Source records: Begin

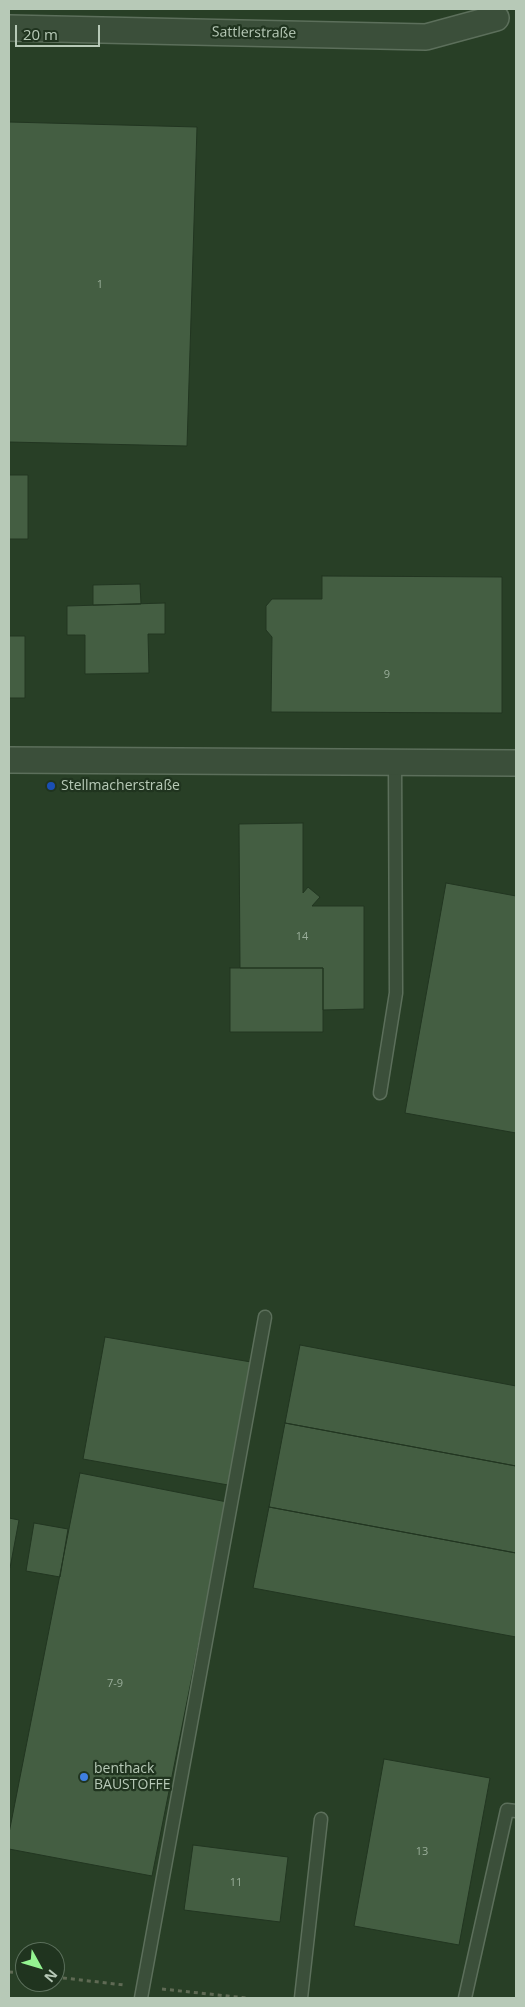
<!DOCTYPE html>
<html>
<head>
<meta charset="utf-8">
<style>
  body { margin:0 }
  #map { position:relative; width:525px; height:2007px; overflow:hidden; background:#283f26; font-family:"Open Sans",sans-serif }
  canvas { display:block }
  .frame { position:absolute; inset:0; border:10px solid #b7c9b7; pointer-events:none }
  .north { position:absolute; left:15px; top:1942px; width:50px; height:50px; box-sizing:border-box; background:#20341f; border:1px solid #5c705c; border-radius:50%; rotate:129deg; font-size:14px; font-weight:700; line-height:20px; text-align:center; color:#b7c9b7 }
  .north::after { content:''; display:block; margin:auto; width:18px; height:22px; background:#94f491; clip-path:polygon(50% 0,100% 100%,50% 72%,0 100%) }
  .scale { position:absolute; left:15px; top:25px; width:85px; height:22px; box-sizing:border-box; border:2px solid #b7c9b7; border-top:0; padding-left:6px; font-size:15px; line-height:18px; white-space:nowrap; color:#b7c9b7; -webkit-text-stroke:4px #20341f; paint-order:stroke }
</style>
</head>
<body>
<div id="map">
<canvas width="525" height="2007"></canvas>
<div class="frame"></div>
<div class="north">N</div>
<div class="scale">20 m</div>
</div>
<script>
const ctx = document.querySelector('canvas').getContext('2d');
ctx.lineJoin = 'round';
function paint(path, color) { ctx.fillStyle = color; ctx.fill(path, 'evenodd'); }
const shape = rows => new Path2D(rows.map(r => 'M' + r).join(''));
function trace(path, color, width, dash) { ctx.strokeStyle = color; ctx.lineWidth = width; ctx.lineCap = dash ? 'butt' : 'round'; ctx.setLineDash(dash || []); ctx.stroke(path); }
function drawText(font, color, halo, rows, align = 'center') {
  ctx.font = font + ' "Open Sans",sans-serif'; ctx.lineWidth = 4.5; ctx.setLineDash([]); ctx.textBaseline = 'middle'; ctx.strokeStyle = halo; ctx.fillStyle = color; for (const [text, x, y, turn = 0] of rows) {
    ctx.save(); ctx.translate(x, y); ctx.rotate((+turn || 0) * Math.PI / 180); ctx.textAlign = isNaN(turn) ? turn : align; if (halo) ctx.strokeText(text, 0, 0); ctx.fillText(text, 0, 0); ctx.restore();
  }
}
const building = shape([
  [9,122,197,127,187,446,9,442,9,122],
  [9,475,28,475,28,539,9,539,9,475],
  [322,576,502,577,502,713,271,712,272,637,266,630,266,606,272,599,322,599,322,576],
  [140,584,141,604,93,605,93,585,140,584],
  [165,603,165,634,148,634,149,673,85,674,85,635,67,635,67,606,165,603],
  [9,636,25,636,25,698,9,698,9,636],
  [303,823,303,893,308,887,320,897,312,906,364,906,364,1009,323,1010,323,968,240,968,239,824,303,823],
  [446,883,516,896,516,1133,405,1113,446,883],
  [230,968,323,968,323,1032,230,1032,230,968],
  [105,1337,251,1362,228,1485,83,1459,105,1337],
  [300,1345,516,1386,516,1466,285,1423,300,1345],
  [285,1423,516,1466,516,1553,269,1507,285,1423],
  [80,1473,227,1502,152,1876,9,1849,9,1833,80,1473],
  [269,1507,516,1553,516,1637,253,1588,269,1507],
  [9,1518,19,1520,10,1568,9,1568,9,1518],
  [34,1523,68,1529,60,1577,26,1571,34,1523],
  [384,1759,490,1778,459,1945,354,1926,384,1759],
  [193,1845,288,1857,280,1922,184,1910,193,1845]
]);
paint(building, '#445e42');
trace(building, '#223621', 1);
const lane = shape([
  [380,1093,396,993,395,762],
  [141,1998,265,1317],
  [301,1998,321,1819],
  [465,1998,507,1810,516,1811]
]);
const street = shape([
  [9,28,426,37,496,18],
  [9,760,516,763]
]);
trace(lane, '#5c6f5b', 15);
trace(street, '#5c6f5b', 28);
trace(shape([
  [9,1972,25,1973],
  [55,1977,124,1985],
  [162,1989,246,1998]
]), '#5f6a54', 3, [4, 4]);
trace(lane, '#3b4f3a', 12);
trace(street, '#3b4f3a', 25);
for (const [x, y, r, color] of [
  [51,786,5,"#1a4fb4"],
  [84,1777,5,"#3f7fe0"]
]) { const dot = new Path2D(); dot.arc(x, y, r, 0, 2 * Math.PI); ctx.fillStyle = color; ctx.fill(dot); trace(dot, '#20341f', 2); }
drawText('11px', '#9aae9a', null, [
  ["1",100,285],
  ["9",387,675],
  ["14",302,937],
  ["7-9",115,1684],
  ["13",422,1852],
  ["11",236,1883]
]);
drawText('14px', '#b7c9b7', '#20341f', [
  ["Sattlerstraße",254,33,1]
]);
drawText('14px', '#b7c9b7', '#20341f', [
  ["Stellmacherstraße",61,786],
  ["benthack",94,1769],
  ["BAUSTOFFE",94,1785]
], 'left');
</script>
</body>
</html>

Source records: End

Problem description: Leaving every picture out, write out exactly the lines from the beginning of the listing above to the line with "ctx.lineJoin = 'round';", inclusive.

Written reply:
<!DOCTYPE html>
<html>
<head>
<meta charset="utf-8">
<style>
  body { margin:0 }
  #map { position:relative; width:525px; height:2007px; overflow:hidden; background:#283f26; font-family:"Open Sans",sans-serif }
  canvas { display:block }
  .frame { position:absolute; inset:0; border:10px solid #b7c9b7; pointer-events:none }
  .north { position:absolute; left:15px; top:1942px; width:50px; height:50px; box-sizing:border-box; background:#20341f; border:1px solid #5c705c; border-radius:50%; rotate:129deg; font-size:14px; font-weight:700; line-height:20px; text-align:center; color:#b7c9b7 }
  .north::after { content:''; display:block; margin:auto; width:18px; height:22px; background:#94f491; clip-path:polygon(50% 0,100% 100%,50% 72%,0 100%) }
  .scale { position:absolute; left:15px; top:25px; width:85px; height:22px; box-sizing:border-box; border:2px solid #b7c9b7; border-top:0; padding-left:6px; font-size:15px; line-height:18px; white-space:nowrap; color:#b7c9b7; -webkit-text-stroke:4px #20341f; paint-order:stroke }
</style>
</head>
<body>
<div id="map">
<canvas width="525" height="2007"></canvas>
<div class="frame"></div>
<div class="north">N</div>
<div class="scale">20 m</div>
</div>
<script>
const ctx = document.querySelector('canvas').getContext('2d');
ctx.lineJoin = 'round';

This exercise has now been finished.